WORK TO BE COMPLETED:
Those lines of the following listing which contain the string "Minified" should be returned.

[MATERIALS PROVIDED Boundary: Start]

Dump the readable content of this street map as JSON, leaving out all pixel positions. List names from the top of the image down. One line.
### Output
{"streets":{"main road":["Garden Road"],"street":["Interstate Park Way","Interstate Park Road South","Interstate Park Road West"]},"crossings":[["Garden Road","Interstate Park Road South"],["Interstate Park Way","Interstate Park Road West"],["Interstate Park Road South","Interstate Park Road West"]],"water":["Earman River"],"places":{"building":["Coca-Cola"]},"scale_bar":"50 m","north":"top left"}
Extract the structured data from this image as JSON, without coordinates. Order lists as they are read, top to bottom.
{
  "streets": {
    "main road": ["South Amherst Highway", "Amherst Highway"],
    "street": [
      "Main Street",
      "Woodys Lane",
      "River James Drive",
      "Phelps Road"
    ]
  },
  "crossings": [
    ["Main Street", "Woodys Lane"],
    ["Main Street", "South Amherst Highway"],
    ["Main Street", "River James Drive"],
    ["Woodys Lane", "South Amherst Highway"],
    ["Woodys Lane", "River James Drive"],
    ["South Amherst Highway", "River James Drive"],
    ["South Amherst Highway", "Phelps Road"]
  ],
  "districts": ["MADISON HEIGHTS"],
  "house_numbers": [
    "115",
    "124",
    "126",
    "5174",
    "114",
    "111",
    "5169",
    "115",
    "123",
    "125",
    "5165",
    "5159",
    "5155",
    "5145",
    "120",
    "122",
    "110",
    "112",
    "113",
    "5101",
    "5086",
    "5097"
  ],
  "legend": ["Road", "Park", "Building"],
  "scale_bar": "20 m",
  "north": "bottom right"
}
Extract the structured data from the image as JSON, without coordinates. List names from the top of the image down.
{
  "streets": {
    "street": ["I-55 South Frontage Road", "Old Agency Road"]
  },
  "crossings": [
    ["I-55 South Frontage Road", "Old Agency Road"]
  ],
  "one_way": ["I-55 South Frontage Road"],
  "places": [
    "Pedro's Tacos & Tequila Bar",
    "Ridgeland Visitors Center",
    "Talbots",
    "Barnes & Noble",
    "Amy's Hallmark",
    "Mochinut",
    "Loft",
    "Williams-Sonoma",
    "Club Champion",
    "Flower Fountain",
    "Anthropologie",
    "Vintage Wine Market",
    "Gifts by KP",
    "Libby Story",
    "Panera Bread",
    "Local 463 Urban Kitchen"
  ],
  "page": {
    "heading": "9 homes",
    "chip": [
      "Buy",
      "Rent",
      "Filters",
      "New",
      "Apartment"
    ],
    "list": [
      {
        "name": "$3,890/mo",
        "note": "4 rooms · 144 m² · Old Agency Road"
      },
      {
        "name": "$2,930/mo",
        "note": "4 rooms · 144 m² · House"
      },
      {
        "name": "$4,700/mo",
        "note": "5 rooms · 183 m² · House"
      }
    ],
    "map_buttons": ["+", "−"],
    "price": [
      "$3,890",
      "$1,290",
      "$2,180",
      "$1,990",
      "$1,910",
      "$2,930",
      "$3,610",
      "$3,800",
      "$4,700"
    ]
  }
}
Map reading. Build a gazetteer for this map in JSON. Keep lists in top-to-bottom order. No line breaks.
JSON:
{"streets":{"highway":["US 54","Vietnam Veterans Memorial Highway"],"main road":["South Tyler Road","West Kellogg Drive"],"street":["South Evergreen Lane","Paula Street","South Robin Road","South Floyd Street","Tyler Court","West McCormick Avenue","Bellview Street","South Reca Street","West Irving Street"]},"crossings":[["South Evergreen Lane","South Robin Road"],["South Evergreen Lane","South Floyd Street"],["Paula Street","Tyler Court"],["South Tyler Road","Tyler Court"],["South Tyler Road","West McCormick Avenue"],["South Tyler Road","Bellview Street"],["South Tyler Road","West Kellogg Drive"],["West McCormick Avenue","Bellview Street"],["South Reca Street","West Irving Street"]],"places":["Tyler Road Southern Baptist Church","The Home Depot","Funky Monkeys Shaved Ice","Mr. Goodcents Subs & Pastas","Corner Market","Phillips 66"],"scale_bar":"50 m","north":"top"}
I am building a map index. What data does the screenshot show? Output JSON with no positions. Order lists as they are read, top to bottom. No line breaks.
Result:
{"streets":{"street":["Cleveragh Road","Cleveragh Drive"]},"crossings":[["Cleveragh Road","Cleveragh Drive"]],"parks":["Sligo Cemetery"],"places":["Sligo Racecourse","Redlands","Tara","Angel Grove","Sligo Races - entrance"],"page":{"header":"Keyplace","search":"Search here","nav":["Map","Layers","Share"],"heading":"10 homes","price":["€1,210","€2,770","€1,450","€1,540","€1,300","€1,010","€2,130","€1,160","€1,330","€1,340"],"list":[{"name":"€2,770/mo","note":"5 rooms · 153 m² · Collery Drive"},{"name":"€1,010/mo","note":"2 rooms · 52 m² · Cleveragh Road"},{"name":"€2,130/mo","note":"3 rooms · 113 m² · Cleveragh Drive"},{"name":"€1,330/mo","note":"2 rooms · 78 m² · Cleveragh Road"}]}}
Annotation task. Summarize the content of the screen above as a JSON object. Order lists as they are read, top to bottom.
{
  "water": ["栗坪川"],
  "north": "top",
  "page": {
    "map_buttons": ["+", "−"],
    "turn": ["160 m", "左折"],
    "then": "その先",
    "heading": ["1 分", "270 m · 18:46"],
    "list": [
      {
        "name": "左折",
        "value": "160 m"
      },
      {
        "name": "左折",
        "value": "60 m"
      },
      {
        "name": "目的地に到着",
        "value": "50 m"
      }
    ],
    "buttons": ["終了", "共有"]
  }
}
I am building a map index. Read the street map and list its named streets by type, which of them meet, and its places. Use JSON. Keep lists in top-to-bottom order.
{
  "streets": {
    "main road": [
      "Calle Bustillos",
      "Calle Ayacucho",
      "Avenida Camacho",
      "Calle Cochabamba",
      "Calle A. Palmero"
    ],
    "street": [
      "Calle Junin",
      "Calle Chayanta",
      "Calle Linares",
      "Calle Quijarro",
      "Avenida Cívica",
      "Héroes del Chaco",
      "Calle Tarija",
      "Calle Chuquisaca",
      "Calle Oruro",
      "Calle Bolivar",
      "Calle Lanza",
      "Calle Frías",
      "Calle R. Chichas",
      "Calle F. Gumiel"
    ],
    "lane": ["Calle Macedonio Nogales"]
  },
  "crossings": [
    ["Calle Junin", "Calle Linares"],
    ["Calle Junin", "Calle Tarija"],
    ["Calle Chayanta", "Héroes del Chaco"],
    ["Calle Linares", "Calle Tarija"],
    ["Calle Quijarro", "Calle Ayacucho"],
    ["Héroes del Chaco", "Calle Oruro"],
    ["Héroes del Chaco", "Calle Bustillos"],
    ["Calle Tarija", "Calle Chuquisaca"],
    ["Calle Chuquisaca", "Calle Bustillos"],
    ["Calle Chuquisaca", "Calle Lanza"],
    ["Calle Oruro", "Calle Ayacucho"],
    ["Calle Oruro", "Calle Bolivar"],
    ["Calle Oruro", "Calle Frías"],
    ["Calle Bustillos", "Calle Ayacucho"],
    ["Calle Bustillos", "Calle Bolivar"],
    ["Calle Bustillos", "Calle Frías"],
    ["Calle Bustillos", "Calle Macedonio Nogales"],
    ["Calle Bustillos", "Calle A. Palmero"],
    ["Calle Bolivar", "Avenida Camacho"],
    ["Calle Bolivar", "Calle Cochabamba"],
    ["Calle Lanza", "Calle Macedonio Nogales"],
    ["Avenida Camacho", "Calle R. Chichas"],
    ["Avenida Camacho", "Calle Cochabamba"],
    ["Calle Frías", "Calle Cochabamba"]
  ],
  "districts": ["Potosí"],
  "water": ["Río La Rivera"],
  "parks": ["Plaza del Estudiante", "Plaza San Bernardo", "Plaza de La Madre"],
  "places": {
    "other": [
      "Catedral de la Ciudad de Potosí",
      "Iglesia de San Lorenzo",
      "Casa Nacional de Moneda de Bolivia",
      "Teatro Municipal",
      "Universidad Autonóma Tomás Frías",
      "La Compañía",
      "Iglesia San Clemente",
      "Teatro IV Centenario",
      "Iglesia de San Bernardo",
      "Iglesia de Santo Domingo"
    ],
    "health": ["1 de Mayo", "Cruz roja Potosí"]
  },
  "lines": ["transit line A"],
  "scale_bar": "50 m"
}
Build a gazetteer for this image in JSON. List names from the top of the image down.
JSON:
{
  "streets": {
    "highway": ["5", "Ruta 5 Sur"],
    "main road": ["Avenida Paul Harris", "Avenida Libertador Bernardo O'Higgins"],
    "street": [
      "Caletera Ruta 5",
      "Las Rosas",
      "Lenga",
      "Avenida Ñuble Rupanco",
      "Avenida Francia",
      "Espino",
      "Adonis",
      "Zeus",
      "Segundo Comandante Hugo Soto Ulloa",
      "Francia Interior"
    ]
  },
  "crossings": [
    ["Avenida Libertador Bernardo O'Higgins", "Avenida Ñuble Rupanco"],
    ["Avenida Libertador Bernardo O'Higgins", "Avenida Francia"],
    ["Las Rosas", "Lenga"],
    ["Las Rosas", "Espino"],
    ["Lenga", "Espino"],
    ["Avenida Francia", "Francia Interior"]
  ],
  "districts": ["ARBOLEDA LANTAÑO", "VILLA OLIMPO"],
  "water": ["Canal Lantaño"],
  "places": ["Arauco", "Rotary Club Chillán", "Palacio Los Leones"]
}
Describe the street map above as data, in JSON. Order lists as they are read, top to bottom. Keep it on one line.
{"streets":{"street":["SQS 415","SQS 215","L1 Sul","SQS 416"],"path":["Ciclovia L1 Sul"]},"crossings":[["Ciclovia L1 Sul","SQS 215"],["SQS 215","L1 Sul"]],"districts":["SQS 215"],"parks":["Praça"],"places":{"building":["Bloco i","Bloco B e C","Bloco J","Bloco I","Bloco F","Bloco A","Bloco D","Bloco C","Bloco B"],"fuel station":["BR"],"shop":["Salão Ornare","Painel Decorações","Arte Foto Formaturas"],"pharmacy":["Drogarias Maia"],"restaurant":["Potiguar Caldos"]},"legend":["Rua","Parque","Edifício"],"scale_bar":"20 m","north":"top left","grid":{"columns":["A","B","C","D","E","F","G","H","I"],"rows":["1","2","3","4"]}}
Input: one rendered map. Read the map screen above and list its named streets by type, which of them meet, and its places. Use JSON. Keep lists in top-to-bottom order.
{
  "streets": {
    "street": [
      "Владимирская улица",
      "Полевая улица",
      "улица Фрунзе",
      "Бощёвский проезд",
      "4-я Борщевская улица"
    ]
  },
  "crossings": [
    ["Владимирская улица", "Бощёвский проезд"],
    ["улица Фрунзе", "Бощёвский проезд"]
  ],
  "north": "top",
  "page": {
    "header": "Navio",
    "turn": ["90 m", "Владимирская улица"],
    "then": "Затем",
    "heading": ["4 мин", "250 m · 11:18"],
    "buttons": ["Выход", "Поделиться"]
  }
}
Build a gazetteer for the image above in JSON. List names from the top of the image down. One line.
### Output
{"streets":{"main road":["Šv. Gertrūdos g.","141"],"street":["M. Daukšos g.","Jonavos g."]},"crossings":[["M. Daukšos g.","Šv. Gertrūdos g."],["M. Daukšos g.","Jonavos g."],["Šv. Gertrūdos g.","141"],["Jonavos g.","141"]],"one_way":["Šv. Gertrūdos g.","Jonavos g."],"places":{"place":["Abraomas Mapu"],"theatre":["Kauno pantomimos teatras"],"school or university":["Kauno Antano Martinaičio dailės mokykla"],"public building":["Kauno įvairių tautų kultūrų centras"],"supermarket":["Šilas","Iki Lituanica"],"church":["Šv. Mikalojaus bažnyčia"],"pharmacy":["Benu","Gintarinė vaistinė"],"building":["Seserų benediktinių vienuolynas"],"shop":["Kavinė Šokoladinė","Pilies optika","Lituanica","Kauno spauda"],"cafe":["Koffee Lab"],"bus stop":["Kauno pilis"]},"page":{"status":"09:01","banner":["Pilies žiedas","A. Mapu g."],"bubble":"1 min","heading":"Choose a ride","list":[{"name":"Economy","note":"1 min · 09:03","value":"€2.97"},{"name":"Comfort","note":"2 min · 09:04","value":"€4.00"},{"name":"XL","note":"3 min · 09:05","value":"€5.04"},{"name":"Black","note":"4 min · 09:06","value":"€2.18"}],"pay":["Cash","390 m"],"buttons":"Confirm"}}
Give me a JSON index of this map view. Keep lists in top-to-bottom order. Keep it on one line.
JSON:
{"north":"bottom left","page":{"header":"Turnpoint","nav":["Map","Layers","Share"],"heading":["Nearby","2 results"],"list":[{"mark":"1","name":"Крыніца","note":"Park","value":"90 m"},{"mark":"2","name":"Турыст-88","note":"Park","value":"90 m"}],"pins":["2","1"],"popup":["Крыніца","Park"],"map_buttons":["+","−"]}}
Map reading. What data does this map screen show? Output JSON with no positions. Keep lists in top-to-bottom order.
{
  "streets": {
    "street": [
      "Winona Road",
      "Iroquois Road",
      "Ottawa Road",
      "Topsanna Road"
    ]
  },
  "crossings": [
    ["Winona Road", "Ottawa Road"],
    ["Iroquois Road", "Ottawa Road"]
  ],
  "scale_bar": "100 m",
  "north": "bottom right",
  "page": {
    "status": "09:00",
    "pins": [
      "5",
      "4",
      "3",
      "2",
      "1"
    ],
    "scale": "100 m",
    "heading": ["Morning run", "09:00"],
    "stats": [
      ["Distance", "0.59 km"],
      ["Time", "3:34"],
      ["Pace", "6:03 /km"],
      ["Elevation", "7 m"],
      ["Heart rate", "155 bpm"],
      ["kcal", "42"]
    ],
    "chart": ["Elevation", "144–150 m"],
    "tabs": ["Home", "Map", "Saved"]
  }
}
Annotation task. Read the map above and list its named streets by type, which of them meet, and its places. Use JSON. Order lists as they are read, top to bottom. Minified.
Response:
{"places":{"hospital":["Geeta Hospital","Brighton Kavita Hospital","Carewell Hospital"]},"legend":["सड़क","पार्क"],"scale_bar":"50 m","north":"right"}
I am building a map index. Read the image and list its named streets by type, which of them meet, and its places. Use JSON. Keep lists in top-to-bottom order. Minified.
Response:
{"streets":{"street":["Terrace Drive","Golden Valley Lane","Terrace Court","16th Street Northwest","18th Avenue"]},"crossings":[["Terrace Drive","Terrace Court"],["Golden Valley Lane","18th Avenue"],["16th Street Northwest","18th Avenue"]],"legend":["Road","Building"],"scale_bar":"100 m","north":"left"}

[MATERIALS PROVIDED Boundary: End]

RESPONSE AREA:
Annotation task. Read the map above and list its named streets by type, which of them meet, and its places. Use JSON. Order lists as they are read, top to bottom. Minified.
I am building a map index. Read the image and list its named streets by type, which of them meet, and its places. Use JSON. Keep lists in top-to-bottom order. Minified.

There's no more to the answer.